[Stored data entries]
★ ★ ★ ★

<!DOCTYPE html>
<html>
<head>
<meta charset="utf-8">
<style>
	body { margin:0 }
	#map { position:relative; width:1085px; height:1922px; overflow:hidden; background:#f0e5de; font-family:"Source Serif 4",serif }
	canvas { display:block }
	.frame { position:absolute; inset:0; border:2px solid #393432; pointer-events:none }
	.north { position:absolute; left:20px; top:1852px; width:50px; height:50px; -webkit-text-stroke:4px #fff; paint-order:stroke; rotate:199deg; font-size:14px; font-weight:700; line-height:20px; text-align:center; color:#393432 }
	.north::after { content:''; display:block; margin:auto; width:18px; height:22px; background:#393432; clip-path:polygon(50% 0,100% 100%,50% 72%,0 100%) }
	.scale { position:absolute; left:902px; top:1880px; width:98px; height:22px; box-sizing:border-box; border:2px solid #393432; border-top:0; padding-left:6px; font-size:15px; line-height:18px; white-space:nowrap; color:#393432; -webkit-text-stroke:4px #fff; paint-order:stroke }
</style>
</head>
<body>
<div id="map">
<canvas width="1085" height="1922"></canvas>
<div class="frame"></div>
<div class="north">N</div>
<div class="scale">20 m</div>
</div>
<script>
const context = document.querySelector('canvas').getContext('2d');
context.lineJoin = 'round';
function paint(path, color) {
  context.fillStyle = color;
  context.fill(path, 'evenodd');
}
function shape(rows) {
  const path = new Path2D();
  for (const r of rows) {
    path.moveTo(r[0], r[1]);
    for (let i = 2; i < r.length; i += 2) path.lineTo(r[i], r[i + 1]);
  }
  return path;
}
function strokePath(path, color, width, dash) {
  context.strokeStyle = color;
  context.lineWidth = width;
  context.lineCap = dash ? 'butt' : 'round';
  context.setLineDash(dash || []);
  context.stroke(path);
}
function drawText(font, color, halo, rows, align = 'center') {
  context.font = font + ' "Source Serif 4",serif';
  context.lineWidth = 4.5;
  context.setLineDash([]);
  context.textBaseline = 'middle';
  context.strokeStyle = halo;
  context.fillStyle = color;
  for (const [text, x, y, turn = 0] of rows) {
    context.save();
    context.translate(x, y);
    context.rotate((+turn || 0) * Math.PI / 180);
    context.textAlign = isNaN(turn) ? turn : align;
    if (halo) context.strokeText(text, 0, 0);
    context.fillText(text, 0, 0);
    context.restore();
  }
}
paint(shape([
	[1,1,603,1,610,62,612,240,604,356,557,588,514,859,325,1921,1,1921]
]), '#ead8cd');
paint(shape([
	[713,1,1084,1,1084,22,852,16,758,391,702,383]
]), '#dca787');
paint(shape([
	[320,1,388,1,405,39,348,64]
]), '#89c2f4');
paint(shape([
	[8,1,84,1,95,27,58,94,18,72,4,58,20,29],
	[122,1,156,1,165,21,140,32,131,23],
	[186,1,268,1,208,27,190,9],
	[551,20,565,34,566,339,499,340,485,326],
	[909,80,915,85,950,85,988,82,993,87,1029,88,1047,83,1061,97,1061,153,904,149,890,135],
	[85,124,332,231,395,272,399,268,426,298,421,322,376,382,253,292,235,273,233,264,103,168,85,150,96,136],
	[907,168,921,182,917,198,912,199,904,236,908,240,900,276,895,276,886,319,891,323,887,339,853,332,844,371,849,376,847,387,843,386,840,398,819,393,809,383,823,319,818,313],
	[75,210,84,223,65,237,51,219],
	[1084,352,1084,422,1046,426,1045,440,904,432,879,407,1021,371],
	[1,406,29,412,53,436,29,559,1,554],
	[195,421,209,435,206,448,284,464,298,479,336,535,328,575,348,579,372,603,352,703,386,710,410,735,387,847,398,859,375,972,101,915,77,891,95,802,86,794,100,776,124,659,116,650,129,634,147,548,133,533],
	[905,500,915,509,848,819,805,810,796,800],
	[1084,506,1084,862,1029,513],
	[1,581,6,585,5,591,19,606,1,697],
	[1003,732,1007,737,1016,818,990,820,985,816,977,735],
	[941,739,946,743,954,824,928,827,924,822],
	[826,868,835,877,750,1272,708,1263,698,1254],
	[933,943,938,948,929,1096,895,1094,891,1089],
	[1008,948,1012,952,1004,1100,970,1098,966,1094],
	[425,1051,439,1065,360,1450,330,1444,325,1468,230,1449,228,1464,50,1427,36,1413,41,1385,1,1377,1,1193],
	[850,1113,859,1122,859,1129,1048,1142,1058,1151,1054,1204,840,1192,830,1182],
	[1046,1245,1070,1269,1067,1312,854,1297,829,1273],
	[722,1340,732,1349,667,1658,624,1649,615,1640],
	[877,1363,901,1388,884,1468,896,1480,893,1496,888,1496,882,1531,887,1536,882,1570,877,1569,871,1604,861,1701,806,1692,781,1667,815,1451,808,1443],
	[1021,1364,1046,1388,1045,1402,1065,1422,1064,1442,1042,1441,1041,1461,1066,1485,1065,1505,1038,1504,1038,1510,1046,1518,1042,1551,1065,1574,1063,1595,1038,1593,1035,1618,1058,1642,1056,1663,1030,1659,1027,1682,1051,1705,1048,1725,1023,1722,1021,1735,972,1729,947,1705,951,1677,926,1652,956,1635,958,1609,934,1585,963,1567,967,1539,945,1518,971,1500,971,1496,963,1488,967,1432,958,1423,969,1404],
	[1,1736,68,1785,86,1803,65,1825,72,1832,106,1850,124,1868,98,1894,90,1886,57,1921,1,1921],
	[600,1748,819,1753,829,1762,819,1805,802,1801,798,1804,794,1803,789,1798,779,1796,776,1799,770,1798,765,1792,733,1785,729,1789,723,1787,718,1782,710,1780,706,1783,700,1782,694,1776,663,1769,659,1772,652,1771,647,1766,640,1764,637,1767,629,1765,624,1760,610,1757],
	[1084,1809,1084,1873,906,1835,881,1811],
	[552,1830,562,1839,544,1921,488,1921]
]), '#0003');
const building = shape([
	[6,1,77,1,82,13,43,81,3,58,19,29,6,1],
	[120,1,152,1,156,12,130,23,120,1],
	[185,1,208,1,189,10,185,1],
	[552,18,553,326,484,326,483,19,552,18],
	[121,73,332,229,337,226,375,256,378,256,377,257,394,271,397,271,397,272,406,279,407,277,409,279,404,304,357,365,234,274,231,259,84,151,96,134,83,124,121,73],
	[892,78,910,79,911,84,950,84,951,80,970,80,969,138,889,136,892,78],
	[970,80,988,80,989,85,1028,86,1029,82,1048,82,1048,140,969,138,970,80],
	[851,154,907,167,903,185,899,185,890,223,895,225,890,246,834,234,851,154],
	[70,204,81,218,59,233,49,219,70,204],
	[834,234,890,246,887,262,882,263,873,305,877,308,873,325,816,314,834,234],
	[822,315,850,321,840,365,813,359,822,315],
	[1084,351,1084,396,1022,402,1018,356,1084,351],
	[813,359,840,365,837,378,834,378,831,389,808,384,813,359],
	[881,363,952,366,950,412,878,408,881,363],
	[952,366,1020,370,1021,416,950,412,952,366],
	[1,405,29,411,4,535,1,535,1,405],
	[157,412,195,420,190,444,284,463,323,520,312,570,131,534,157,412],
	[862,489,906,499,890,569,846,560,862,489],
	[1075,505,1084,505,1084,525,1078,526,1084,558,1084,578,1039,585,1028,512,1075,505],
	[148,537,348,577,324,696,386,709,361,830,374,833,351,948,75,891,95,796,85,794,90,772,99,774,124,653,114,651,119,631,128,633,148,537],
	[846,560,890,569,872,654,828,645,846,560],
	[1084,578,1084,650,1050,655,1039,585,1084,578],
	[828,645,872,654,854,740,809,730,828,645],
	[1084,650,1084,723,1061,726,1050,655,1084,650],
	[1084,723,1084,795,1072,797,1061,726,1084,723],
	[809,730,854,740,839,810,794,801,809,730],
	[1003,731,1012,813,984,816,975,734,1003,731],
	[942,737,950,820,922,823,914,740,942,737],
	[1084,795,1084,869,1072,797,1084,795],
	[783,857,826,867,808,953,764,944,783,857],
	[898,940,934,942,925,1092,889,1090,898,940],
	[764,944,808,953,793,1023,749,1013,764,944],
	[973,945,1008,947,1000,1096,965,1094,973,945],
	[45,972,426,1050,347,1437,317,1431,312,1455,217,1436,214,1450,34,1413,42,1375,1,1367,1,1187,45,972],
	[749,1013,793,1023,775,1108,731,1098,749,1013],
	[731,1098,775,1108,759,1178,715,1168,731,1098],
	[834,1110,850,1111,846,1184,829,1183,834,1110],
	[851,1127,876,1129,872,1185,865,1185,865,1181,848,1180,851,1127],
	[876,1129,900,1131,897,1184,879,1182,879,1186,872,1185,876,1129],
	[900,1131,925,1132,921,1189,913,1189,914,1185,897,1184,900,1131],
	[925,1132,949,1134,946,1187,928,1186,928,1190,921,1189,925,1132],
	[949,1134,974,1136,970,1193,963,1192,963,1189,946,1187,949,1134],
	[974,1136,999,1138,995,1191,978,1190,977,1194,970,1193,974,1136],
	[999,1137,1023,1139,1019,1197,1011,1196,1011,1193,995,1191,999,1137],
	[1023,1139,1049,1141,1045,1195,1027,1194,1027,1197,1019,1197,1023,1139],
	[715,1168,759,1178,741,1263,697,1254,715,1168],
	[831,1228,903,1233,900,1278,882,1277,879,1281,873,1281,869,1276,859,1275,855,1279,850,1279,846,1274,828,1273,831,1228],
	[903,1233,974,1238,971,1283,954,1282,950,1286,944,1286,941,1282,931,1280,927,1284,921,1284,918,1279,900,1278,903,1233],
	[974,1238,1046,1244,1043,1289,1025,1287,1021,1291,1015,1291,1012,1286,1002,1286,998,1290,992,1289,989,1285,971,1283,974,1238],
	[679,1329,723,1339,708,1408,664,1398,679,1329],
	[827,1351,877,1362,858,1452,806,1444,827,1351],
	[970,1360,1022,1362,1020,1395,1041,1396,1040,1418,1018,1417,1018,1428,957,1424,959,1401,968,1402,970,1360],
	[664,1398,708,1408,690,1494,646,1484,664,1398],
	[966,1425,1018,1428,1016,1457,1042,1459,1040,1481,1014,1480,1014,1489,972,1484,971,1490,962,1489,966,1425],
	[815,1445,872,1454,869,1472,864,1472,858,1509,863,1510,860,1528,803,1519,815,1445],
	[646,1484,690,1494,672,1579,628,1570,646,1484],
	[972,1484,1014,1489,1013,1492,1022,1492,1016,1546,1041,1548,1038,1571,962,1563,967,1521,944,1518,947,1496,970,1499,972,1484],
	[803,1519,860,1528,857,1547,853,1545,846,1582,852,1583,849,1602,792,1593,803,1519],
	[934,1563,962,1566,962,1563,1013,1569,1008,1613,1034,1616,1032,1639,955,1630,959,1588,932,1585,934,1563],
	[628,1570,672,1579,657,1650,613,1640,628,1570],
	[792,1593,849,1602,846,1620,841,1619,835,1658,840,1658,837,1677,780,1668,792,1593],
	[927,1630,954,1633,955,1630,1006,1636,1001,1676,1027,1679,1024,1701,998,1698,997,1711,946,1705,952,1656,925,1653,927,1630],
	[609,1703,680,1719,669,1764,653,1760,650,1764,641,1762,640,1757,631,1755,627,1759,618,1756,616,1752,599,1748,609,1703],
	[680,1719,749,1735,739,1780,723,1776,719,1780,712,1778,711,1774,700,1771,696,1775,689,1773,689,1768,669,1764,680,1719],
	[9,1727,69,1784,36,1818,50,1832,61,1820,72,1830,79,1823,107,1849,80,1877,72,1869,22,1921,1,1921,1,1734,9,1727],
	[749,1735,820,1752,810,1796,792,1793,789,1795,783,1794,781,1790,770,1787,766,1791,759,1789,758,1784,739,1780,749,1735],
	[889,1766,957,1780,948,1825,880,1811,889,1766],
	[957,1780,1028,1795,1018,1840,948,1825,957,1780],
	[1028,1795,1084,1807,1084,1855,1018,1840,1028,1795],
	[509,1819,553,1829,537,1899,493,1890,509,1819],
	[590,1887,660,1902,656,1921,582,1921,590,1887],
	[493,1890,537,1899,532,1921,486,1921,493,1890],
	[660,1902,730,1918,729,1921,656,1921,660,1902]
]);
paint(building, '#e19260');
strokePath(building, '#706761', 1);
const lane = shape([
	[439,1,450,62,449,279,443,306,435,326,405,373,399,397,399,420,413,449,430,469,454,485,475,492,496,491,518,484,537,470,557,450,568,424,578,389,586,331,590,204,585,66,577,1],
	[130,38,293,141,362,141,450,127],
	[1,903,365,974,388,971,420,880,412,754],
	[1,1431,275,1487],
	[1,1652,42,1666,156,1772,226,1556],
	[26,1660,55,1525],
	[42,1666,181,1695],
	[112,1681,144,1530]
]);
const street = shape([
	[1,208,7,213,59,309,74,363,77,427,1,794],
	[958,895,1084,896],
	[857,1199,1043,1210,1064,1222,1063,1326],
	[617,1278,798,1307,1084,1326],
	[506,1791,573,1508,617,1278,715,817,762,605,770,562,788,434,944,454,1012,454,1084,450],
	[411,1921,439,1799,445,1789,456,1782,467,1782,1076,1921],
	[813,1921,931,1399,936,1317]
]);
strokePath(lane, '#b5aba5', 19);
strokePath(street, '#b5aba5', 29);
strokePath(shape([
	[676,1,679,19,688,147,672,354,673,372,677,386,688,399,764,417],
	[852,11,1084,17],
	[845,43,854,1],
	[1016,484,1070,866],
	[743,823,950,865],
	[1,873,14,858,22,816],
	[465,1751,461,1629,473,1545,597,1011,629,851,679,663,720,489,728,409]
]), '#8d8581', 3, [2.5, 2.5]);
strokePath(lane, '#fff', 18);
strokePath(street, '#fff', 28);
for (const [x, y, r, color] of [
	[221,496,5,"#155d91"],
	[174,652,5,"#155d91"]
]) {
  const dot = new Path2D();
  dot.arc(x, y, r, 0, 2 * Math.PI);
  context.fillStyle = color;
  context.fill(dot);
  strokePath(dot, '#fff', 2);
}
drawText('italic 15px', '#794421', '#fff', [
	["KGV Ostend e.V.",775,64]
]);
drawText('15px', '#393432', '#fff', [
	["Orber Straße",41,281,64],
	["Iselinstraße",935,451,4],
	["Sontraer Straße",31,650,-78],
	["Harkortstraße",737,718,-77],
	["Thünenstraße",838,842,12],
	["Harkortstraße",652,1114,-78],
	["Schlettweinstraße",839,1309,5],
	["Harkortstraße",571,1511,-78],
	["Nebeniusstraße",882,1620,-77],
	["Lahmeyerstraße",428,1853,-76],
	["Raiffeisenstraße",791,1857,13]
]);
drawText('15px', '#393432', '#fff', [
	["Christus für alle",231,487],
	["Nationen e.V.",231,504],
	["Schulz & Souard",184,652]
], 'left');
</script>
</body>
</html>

★ ★ ★ ★

■ WHAT YOU HAVE TO DO:
All that is wanted is a faithful reproduction of the line above with "position:absolute; inset:0; border:2px", the line with "position:absolute; left:20px; top:1852px;", and every line in between.

■ WRITTEN ANSWER:
	.frame { position:absolute; inset:0; border:2px solid #393432; pointer-events:none }
	.north { position:absolute; left:20px; top:1852px; width:50px; height:50px; -webkit-text-stroke:4px #fff; paint-order:stroke; rotate:199deg; font-size:14px; font-weight:700; line-height:20px; text-align:center; color:#393432 }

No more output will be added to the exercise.